There is no question but the statute, as to persons over 18 years of age and as to minors under 16 years of age, is valid. The question is whether it is invalid as applicable to minors between 16 and 18 years of age. It is competent for the legislature to enact legislation applicable to particular classes of persons employed, so long as the classification has some basis in reason, and the law is equally applicable to all persons of each particular class. It is immaterial whether the court agrees with the basis of classification or not; so long as it is based upon reason, it is a subject for legislative consideration and determination. Is there any basis in reason which may have prompted legislative action, upon which the classification of persons, between 16 and 18 years of age, may rest? *Page 624
By 2 Comp. Laws 1915, § 5331 (see 2 Comp. Laws 1929, § 8425), the employment of children between 14 and 16 years of age in manufacturing establishments was prohibited, unless a permit was issued, delivered to the employer and placed on file in its business office; and "every employer complying with the provisions of this section shall be at liberty to employ the person so presenting the permit hereinbefore referred to, and is justified in considering and treating such person as of the age shown in such permit and shall not be liable, if it transpire that such person is under the age represented in such permit, to any greater extent than such employer would be liable if such person were of the age represented." This provision was substantially reenacted by Act No. 280, Pub. Acts 1917. By Act No. 206, Pub. Acts 1923, the age limit was raised to 17 years, and by Act No. 312, Pub. Acts 1925, the age limit was raised to 18 years, all with the same provision as to the employer's liability as contained in 2 Comp. Laws 1915, § 5331.

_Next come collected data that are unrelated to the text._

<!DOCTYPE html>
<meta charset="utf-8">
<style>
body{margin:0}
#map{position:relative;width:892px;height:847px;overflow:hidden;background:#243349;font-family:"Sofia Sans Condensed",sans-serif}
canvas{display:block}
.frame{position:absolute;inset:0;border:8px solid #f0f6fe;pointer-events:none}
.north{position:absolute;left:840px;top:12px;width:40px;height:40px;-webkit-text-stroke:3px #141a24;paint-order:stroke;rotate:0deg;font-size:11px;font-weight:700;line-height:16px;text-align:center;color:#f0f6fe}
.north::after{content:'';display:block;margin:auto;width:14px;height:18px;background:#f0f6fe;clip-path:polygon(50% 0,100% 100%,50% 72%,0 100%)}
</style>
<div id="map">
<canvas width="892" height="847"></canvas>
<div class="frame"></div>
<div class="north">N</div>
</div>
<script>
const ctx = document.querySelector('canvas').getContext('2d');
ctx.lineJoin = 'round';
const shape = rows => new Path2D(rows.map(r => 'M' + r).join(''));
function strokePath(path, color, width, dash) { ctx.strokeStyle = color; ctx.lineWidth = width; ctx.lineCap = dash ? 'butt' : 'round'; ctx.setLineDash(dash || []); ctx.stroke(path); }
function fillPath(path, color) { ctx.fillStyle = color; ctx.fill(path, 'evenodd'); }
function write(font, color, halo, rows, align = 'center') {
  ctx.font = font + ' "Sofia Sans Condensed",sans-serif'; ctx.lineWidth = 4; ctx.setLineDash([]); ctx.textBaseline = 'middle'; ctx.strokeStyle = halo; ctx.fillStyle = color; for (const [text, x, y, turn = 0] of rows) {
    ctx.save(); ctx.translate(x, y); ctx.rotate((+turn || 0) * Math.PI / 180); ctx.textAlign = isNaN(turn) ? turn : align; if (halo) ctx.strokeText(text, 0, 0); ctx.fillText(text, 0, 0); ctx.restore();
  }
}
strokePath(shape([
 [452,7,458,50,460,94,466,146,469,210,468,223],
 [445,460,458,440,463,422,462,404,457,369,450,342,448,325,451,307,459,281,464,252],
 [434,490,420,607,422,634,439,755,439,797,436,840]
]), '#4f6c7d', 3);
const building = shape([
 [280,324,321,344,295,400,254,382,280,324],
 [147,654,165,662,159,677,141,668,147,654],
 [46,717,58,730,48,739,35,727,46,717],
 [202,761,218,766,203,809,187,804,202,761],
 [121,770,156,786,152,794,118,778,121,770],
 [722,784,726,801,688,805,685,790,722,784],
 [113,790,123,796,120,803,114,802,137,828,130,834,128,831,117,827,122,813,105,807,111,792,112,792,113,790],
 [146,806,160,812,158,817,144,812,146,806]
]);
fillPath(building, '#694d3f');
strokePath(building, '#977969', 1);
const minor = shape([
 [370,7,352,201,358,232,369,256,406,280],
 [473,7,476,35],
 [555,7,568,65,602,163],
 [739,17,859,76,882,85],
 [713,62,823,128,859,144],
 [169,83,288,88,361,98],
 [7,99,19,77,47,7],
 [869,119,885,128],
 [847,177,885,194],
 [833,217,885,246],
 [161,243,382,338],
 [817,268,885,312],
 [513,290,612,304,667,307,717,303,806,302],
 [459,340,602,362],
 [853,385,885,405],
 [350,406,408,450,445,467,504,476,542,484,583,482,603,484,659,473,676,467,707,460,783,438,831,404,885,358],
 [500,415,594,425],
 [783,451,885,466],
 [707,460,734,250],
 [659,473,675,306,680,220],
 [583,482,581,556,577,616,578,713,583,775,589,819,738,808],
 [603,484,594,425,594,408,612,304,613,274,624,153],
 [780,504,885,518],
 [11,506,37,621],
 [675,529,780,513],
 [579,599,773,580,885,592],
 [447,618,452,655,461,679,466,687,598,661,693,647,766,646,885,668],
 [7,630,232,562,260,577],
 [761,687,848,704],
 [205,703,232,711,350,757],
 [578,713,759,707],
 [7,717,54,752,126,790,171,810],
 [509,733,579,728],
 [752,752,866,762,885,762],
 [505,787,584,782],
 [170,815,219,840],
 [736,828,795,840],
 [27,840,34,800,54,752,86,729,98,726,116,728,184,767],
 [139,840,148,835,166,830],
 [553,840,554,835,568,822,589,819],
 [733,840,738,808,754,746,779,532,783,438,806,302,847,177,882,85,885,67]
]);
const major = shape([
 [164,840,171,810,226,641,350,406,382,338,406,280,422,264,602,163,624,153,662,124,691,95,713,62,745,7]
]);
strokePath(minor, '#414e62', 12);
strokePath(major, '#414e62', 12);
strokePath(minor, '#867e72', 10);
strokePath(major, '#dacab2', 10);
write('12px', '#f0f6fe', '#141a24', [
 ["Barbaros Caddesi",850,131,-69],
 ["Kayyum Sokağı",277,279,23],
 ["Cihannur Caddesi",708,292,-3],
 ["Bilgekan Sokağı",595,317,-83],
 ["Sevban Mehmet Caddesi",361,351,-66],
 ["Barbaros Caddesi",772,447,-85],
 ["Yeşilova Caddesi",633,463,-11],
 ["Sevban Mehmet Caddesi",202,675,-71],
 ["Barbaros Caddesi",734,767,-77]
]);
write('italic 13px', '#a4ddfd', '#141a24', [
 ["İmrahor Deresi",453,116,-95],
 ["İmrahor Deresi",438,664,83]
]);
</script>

Act No. 162, Pub. Acts 1927, brought the workmen's compensation law into harmony with the statute of 1925 regulating the employment of children. The legislature had a right to consider the size, age, and probable discretion of the minor, the ease with which he might perpetrate fraud upon the employer, inducing his employment, and to provide that if injured or killed, if he had fraudulently induced his own illegal employment, the same compensation should accrue as if he were legally employed. The employer, acting in good faith, ought not to be penalized. On the other hand, it could well consider that the statute prohibited the employment of minors between 16 and 18 years of age without a permit, and hold the employer liable for *Page 625 double compensation, in case such minor was wrongfully employed, without such permit. Double compensation might be considered in the nature of a penalty imposed for an intentional, careless, or negligent violation of law, cast, by the statute, in case of death of the minor employee, upon his dependents.
Act No. 162, Pub. Acts 1927, covers —
"Every person in the service of another, * * * including minors, who, for the purpose of this act, shall be considered the same and have the same power to contract as adult employees."
It is a complete answer to plaintiff's assault upon the validity of the statute that, by accepting its benefits, he is estopped to deny the validity of the act. American Life Ins.Co. v. Balmer, 238 Mich. 580; Cooley v. Boice Bros., 245 Mich. 325; Booth Fisheries Co. v. Industrial Commission,271 U.S. 208 (46 Sup. Ct. 491).
The statute is constitutional, the judgment reversed, and the case remanded for disposition under the workmen's compensation law.